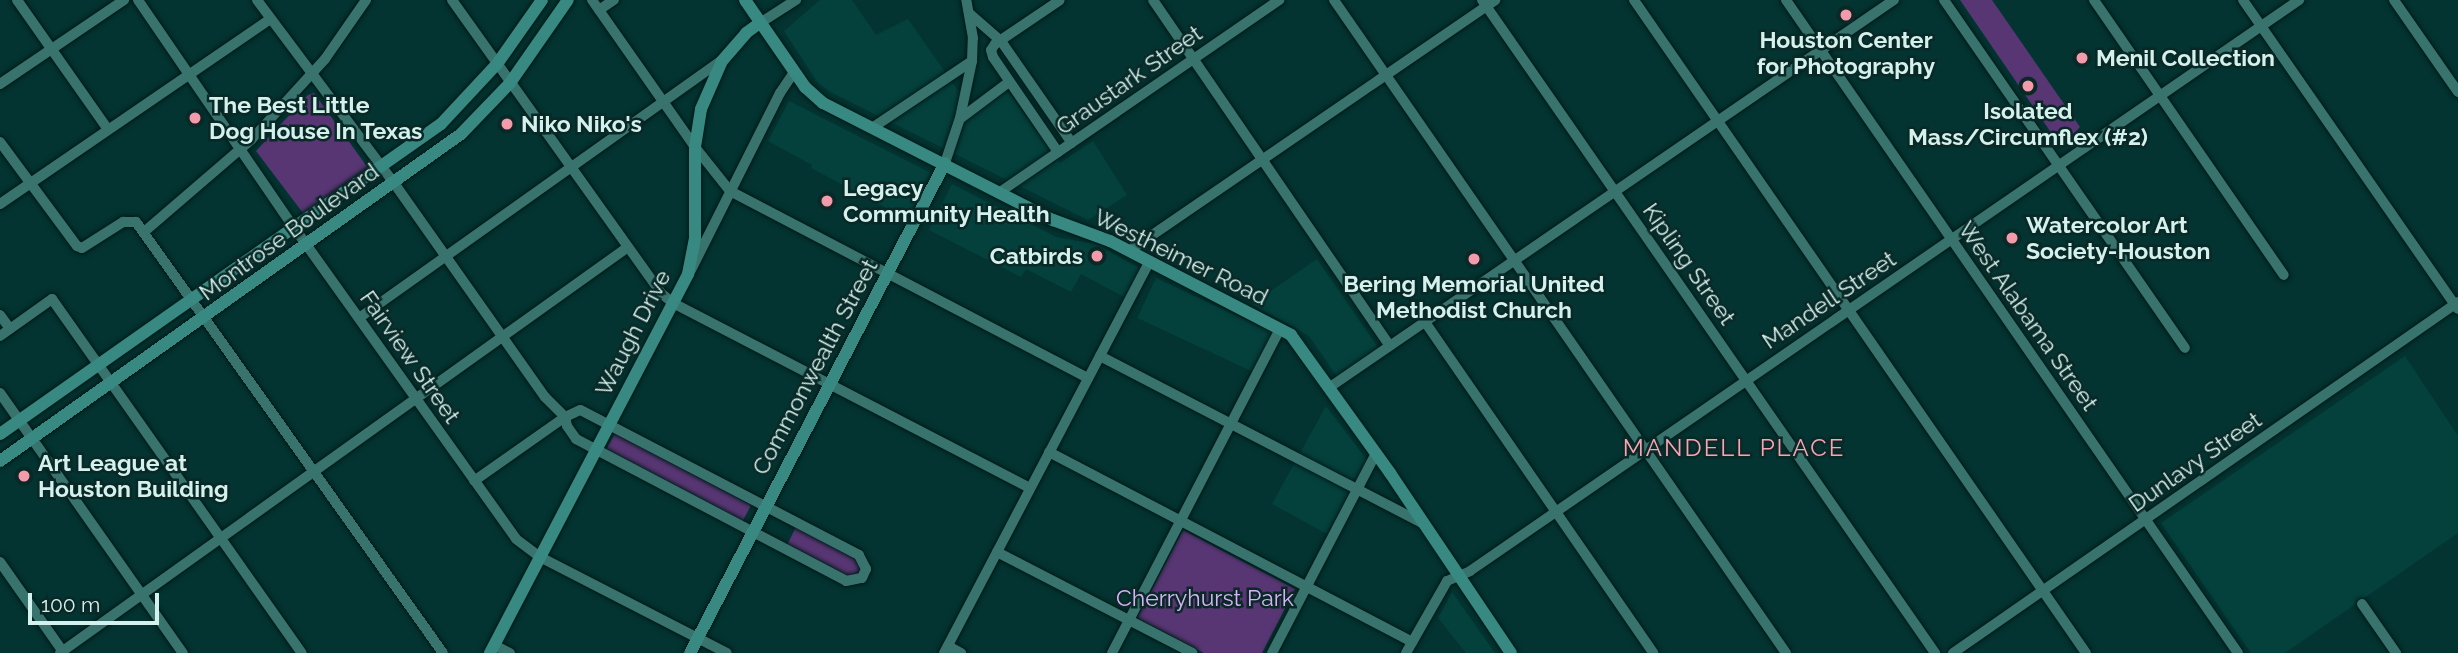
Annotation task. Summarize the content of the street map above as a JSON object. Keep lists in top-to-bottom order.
{
  "streets": {
    "main road": [
      "Montrose Boulevard",
      "Westheimer Road",
      "Waugh Drive",
      "Commonwealth Street"
    ],
    "street": [
      "Graustark Street",
      "Kipling Street",
      "Mandell Street",
      "West Alabama Street",
      "Fairview Street",
      "Dunlavy Street"
    ]
  },
  "crossings": [
    ["Graustark Street", "Westheimer Road"],
    ["Montrose Boulevard", "Fairview Street"],
    ["Westheimer Road", "Mandell Street"],
    ["Westheimer Road", "Waugh Drive"],
    ["Westheimer Road", "Commonwealth Street"],
    ["Kipling Street", "Mandell Street"],
    ["Mandell Street", "West Alabama Street"],
    ["West Alabama Street", "Dunlavy Street"],
    ["Waugh Drive", "Fairview Street"],
    ["Fairview Street", "Commonwealth Street"]
  ],
  "districts": ["MANDELL PLACE"],
  "parks": ["Cherryhurst Park"],
  "places": [
    "Houston Center for Photography",
    "Menil Collection",
    "Isolated Mass/Circumflex (#2)",
    "The Best Little Dog House In Texas",
    "Niko Niko's",
    "Legacy Community Health",
    "Watercolor Art Society-Houston",
    "Catbirds",
    "Bering Memorial United Methodist Church",
    "Art League at Houston Building"
  ],
  "scale_bar": "100 m"
}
▬▬▬▬▬▬▬▬▬▬
PROBLEM TO WORK ON. Wherever the word "Fairview" occurs in a line of the listing, copy that line.

COMPLETED TASK.
      "Fairview Street",
    ["Montrose Boulevard", "Fairview Street"],
    ["Waugh Drive", "Fairview Street"],
    ["Fairview Street", "Commonwealth Street"]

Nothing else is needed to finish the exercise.